Recently, a lot of press has come out about consolidating student loans. While TV makes everything look simple, there are several factors to consider when it comes to consolidation. Since every student or graduate’s profile looks different, here is what you need to know about student loan consolidation.
Overall, consolidation can be very helpful, but there are definitely downsides and situations that may not qualify. Let’s take a look at the different types of student loans, the benefits and the risks.
Consolidating Federal Student Loans
If you are considering the consolidation of your federal student loans, you will be applying for a Direct Consolidation Loan. There is no application fee for this loan and most federal loans qualify. A Direct Consolidation Loan combines all your student loans together, creating one loan and one monthly payment. Another benefit is the possibility of lower payments and a fixed interest rate.
If you find yourself struggling each month to pay the full amount due, this might be a good option for you. However, extending the repayment period means you will be paying longer and more money in interest. If that doesn’t appeal to you, but you are still struggling, there are other repayment options like the income based repayment plan or even deferment.
Consolidating Private Student Loans
Private lending institutions vary on their policies and offerings. You may be able to get nearly all the benefits associated with the Federal program, but you won’t know the details until you have gone through the application process. For example, Wells Fargo offers no application fee and the choice of a fixed or variable interest rate. But again, things may change once you start moving through the application process.
According to Finaid.org, your interest rate can be determined by your credit score.

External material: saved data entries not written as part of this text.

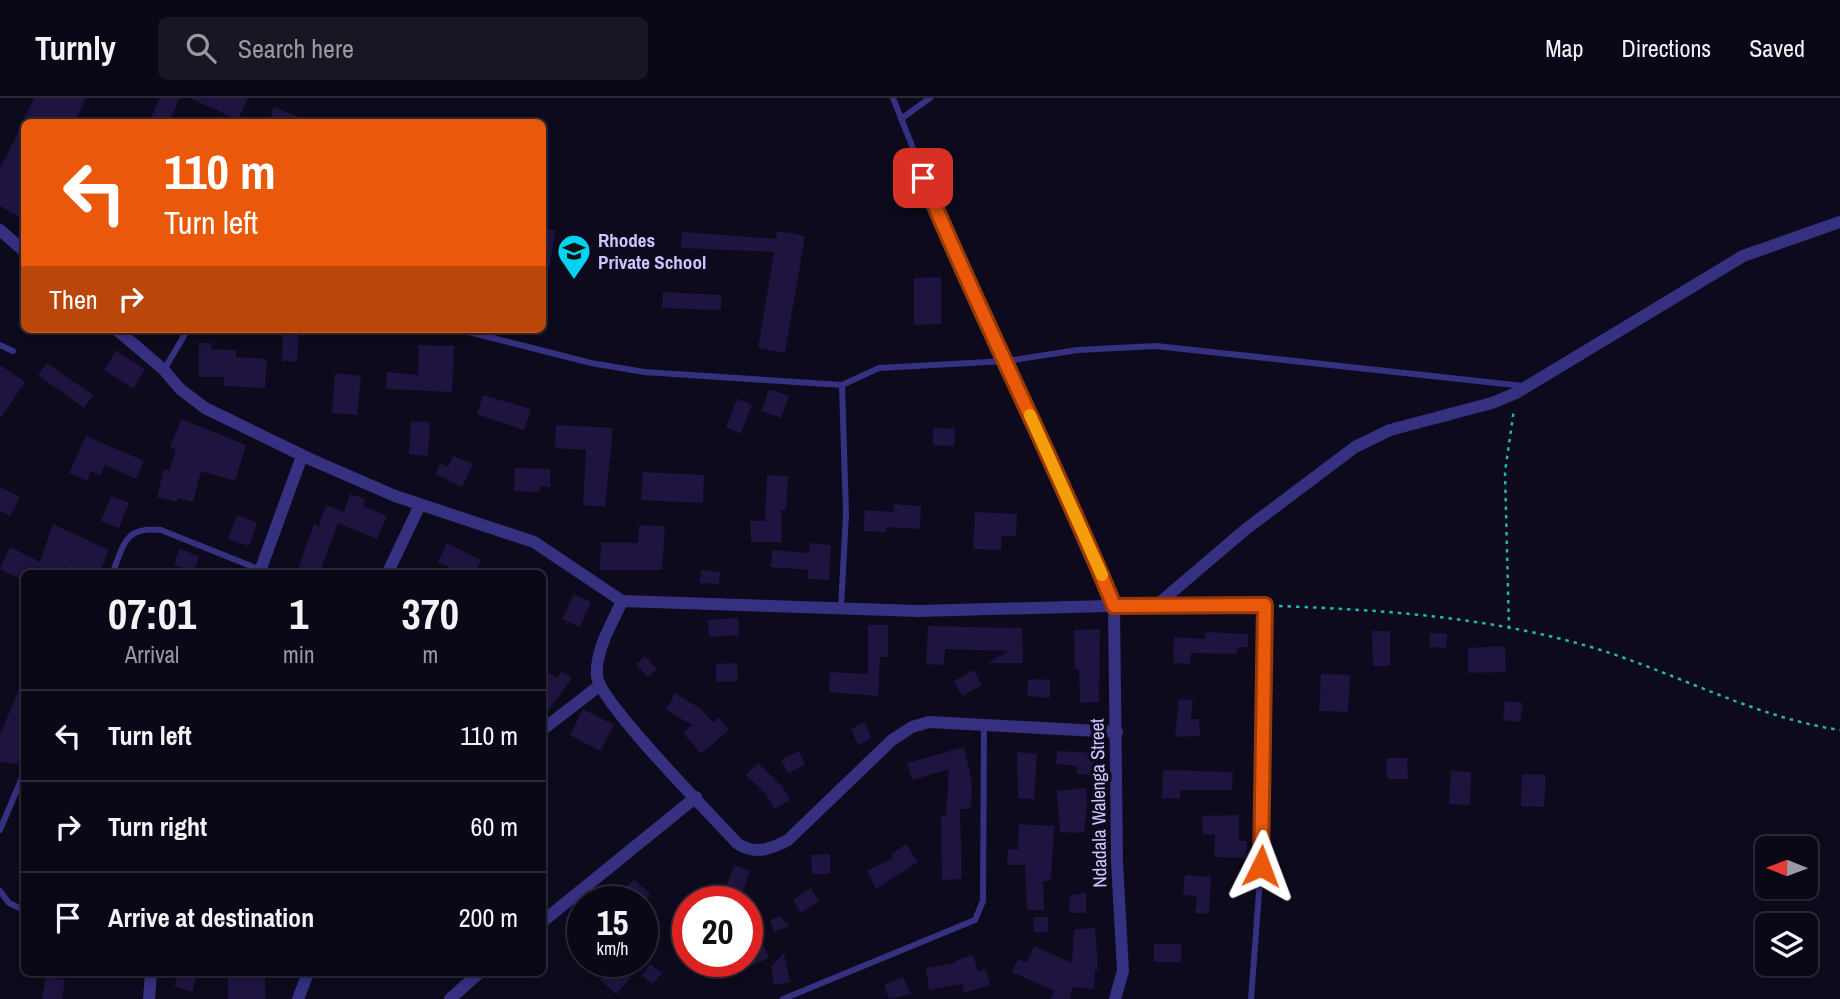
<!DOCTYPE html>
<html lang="en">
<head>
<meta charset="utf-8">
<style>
	body { margin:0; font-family:"Archivo Narrow",sans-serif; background:#181623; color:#f1f3f6; height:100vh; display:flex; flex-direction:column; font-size:26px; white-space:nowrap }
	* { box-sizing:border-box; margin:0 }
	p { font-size:23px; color:#999aa1 }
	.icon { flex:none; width:38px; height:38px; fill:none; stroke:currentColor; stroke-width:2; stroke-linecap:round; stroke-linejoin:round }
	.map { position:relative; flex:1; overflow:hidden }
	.drawer { position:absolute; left:21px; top:472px; width:525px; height:406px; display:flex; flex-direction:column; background:#0a0816; border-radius:10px; box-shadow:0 4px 10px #0003,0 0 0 2px #2a2935 }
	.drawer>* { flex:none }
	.hud { position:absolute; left:21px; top:21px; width:525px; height:214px; border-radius:10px; box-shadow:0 4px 10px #0003,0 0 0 2px #2a2935; background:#ea580c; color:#fff; overflow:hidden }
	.needle { width:46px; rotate:271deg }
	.controls { position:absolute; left:1755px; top:738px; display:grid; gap:14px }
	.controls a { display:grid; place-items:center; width:63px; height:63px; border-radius:10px; background:#0a0816; box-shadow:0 4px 10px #0003,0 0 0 2px #2a2935; font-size:35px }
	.speed { position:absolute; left:567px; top:788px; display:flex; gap:14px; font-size:35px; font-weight:700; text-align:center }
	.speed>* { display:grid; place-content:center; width:91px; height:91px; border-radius:50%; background:#0a0816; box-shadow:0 4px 10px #0003,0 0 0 2px #2a2935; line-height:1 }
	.speed small { font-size:18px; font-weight:400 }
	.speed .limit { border:10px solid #d22; background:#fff; color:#111 }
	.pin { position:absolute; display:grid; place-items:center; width:60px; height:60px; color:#fff; margin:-30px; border-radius:14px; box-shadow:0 4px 10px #0006 }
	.me { position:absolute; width:77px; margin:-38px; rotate:3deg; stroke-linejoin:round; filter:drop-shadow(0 0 5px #0008) }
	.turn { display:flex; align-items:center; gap:24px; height:147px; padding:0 28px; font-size:32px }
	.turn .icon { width:91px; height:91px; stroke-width:2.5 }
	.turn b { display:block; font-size:49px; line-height:60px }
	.then { display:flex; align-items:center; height:66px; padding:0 28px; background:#0003; gap:14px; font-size:26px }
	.eta { display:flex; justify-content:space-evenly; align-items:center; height:119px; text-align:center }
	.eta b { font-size:42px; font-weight:800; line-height:49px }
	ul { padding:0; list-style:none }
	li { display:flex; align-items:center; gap:21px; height:91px; padding:0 28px; border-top:2px solid #2a2935 }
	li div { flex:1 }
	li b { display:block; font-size:26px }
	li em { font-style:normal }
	header { display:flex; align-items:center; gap:42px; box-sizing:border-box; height:98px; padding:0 35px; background:#0a0816; border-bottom:2px solid #2a2935 }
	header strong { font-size:33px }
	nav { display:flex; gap:38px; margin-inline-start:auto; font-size:24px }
	.search { width:490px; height:63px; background:#181623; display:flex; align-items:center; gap:18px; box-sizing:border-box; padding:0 24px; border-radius:10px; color:#999aa1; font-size:26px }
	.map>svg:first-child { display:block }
	.building { fill:#1e143f }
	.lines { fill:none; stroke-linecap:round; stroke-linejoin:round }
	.path { stroke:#22b6b1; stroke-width:2.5; stroke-dasharray:3.5 5; stroke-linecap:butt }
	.service { stroke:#353080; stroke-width:6 }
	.minor { stroke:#353080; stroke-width:12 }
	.route-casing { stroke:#983908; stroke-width:18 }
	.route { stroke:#ea580c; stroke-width:12 }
	.slow { stroke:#f59e0b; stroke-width:12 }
	.labels { text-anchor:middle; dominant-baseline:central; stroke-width:7; stroke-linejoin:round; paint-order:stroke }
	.poi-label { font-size:19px; font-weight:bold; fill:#cdc5ff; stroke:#0d0a1d; text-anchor:start }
	.street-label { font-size:19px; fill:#cdc5ff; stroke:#0d0a1d }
</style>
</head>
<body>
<header>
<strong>Turnly</strong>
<div class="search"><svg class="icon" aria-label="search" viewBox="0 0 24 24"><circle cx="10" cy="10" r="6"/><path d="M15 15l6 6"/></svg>Search here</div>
<nav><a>Map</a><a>Directions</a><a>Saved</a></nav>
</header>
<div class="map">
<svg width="1840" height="901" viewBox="0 0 1840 901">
	<rect width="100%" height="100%" fill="#0d0a1d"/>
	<!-- building -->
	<path class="building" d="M34,0h52l-11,24h-51v98l-24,-14v-37z
		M160,0h20l-11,24h-20z
		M190,0h58l-10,22z
		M274,9l37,15h-42z
		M542,130l13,2 -5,37 -8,-1z
		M777,133l28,5 -20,117 -27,-5 16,-96 -93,-4 1,-16 94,7z
		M941,179v47l-27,1v-47z
		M663,194l58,3v15l-59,-2z
		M283,231h16l-2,33 -15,-1z
		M199,245h12v6l25,1v7l31,2 -2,29 -42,-2 1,-9h-25z
		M419,247l35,1 -2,46 -66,-3 1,-17 31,3z
		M116,253l29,18 -12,20 -29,-19z
		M47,265l46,32 -9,13 -46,-33z
		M0,267l25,17 -25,37z
		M335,275l26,3 -4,39 -25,-2z
		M769,291l20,7 -8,22 -19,-7z
		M483,297l48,14 -7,21 -47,-16z
		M737,301l15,6 -11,28 -15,-6z
		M181,321l65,26 -11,36 -34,-10 -8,31 -15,-4 -1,4 -20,-5 7,-28 5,2 7,-22 -6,-2z
		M411,323l19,1 -2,34 -19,-2z
		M556,327l57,3 -8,79 -22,-2 3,-55 -31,-2z
		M933,330l22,1 -1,17 -21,-1z
		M86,338l58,25 -8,18 -31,-14 -5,11 -9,-5 -4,10 -18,-8z
		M453,358l20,8 -11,23 -26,-13 4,-11 8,4z
		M515,370l35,1v18l-10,-1 -1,6 -25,-1z
		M643,374l61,3 -1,28 -62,-3z
		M767,377l21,1 -2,34h-5l1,32h-31l-1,-21h15z
		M0,389l20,10 -10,19 -10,-5z
		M350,396l15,5 -2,7 24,10 -10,23 -39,-16 -19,51h-23l18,-50 5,2 7,-21 18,7z
		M111,398l18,7 -10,25 -18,-7z
		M894,406l27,2 -1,23 -34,-2v5l-23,-1 2,-21 28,2z
		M975,414l42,2 -1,22h-14l-1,14 -28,-1z
		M237,417l20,8 -8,23 -21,-7z
		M53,426l56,26 -10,24h-19l-16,-7v7h-40v7l-24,-12 10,-22 30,15z
		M639,427l26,1 -3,44h-62l1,-28 37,1z
		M447,445l34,17 -7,14h-12l-24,-12z
		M810,445l21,2 -2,35 -21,-1v-9l-37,-3 1,-17 37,3z
		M179,451l20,7 -5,15 -20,-6z
		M701,472l19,2 -1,12 -19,-1z
		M574,496l17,8 -11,25 -18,-8z
		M738,520l1,17 -30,2 -1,-17z
		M868,527h20v32h-8l-2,39 -49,-4 1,-20 38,2z
		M928,528l94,2 1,35h-36l22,-12 -64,-2 -1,16 -18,-1z
		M1100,531l-1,73 -19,1 -1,-34h-4l-1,-39z
		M1372,533h18v35h-17z
		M1205,534l43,2v13h-11v7l-46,-1 -1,11 -17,-1 1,-26 31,2z
		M1430,535l17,1 -1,14 -17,-1z
		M1505,548l1,26 -38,1v-25z
		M645,558l12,13 -9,8 -12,-13z
		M737,565l1,18 -22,1v-18z
		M542,571l15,9 4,-7 11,7 -30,41z
		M974,572l8,15 -20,11 -8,-15z
		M1321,576l29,1 -2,37 -29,-1z
		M24,579v57l-6,30 -18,-2v-27z
		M1028,581l22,1v18l-23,-2z
		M675,595l26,16 12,14 5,-6 11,13 -28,24 -18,-21 9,-8 -26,-15z
		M1179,601l14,1 -2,19h8l1,17 -25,1z
		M1505,603l18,2 -3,19 -17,-2z
		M583,611l31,16 -14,26 -30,-16z
		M865,624l6,16 -13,7 -7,-16z
		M964,649l8,36 -1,26h-11l2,70 -20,1 -1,-64h5l3,-47 -37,11 -5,-17z
		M799,653l6,14 -17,8 -7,-13z
		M1057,653l39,2 -1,22 -18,-1v-8l-21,-2z
		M1017,654l20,2 -3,45 -16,-1z
		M1386,660h21l1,21h-21z
		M758,665l23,22 9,15 -16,9 -8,-15 -20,-19z
		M1163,672l70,2 -1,18h-51l-1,9 -18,-1z
		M1451,673l20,1 -1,33 -21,-1z
		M1522,676l24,1 -2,32 -23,-1z
		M1086,690l1,18 -3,27 -24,-1 -3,-41z
		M1239,717v26h8l-1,17 -32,-1 1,-23 -12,1 -1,-19z
		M1019,726l35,2 -3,55h-8l1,29h-17l-2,-45h-18l1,-16 10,1z
		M906,746l12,18 -42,27 -9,-18 26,-13 -2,-3z
		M830,756v20h-18l-1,-19z
		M734,767l16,6 -9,25 -16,-6z
		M1185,777l26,2 -2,37 -14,-1 2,-17 -14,-1z
		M634,781l16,15 -6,7h-31z
		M811,790l8,13 -18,12 -8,-13z
		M1086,795v20h-17l1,-18z
		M779,818l11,10 -16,6 -4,-12z
		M1033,819h15v15h-14z
		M1095,829l3,43h-3l-1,19 -22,-2 -2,12h-20l5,-8 -43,-19 6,-13 8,4 8,-17 38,17 2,-33z
		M759,836l10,24 -18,8 -4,-9v-19z
		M1154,846h27v18h-27z
		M784,855l6,29 -16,3 -3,-18z
		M973,857l5,16 8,-2 4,16 -26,8 -2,-9 -33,6 -3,-22 29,-5v-2z
		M615,865l16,15 -15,16 -16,-14z
		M650,866l12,9 -9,11 -11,-8z
		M179,875l18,3 -5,16 -18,-6z
		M228,875h37v26h-37z
		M46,879l19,3 -3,19h-20z
		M903,879l8,17 -22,5 -5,-14z"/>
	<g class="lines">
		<!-- path -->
		<path class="path" d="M1279,508c107,4 211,11 315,42 83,25 159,69 246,82
			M1509,531l-4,-157 9,-63"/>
		<!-- service -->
		<path class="service" d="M893,0l64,161 129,279 28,68
			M901,21l29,-21
			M457,231l134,34 53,9 198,13 37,-17 127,-7 72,-11 78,-4 368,40
			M0,247l13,6
			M164,272l24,-41
			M112,476c12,-29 12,-48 49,-44l100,40
			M841,510l5,-94 -4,-129
			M0,732l24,-57
			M0,793l9,12 15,7
			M783,901l192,-79 8,-19 1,-177
			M1251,901l12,-159 2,-235"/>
		<!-- minor -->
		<path class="minor" d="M0,132l24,21
			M116,231l48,41 16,19 25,19 107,52 83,36 139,46 88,59 296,10 299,-8 48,2
			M259,476l43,-118
			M387,476l33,-69
			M622,503c-10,23 -27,49 -25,75 2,26 117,142 141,168 18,11 33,5 50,-4l104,-100 20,-13 17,-5 188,10
			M1158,506l88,-75 109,-82 35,-17 102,-27 24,-10 227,-137 97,-34
			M1114,508l3,256 6,109 -8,28
			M542,632l57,-44
			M542,824l154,-125
			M149,901l2,-26
			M298,901l10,-26
			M450,901l29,-26"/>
	</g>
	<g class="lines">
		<defs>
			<path id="route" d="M923,80c60,144 132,283 191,428l151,-1 -4,261"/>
		</defs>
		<!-- route casing -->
		<use href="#route" class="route-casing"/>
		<!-- route -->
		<use href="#route" class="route"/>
		<!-- slow -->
		<path class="slow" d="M1030,317l72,160"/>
	</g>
	<!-- icons -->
	<defs>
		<symbol id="school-pin" viewBox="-11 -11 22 30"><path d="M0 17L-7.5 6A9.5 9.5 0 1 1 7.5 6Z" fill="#00d3f0" stroke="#0d0a1d"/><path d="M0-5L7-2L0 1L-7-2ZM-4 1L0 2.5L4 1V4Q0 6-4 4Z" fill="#111"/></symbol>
	</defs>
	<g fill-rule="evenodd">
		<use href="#school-pin" x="555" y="134" width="38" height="52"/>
	</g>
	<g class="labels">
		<!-- poi labels -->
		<g class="poi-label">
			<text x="598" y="142">Rhodes<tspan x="598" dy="22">Private School</tspan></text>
		</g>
		<!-- street labels -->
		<g class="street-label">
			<text transform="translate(1098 705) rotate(-91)">Ndadala Walenga Street</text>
		</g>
	</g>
</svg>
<div class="controls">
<a><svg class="needle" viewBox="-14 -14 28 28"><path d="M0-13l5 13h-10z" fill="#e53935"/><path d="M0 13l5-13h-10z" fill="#999aa1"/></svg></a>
<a><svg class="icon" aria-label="layers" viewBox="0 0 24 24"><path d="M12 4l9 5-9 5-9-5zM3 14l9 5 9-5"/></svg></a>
</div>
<div class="speed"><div>15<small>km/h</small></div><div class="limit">20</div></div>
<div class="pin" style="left:923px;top:80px;background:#d93025"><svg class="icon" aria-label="arrive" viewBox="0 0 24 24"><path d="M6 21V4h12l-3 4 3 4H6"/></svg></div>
<svg class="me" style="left:1261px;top:768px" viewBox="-20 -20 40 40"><path d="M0-17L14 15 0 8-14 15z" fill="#ea580c" stroke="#fff" stroke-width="4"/></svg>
<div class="hud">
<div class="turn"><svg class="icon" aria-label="left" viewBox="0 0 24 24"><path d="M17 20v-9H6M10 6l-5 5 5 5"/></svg><div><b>110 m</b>Turn left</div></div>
<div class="then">Then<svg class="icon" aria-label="right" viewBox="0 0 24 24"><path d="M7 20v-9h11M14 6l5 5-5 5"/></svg></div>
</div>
<section class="drawer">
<div class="eta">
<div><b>07:01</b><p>Arrival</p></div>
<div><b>1</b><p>min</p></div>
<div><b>370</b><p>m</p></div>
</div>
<ul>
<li><svg class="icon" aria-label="left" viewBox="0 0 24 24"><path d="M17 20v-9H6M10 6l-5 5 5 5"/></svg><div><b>Turn left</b></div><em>110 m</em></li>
<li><svg class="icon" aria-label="right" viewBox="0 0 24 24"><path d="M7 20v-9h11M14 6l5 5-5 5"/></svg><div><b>Turn right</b></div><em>60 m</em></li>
<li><svg class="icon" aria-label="arrive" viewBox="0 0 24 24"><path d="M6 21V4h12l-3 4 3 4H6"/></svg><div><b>Arrive at destination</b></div><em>200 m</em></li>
</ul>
</section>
</div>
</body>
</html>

So if your credit score has improved since you first applied, you might secure a lower interest rate using a different lender. Since private lending institutions are competing with each other for your money, they offer competitive packages to consumers. Remember, they are first and foremost out to make money.
Overall Benefits & Risks
There are several benefits to loan consolidation that may apply to federal and private loans, depending on your exact situation. Generally, it makes life easier with one loan and one monthly payment to worry about. The interest rate will most likely change in your favor, with potentially lower monthly payments as well.
However, lower monthly payments mean more money out of your pocket spent on interest. It could also eliminate certain borrower benefits you were receiving from the original terms of your loans. Think carefully before consolidating, and make sure to look into all your options before committing.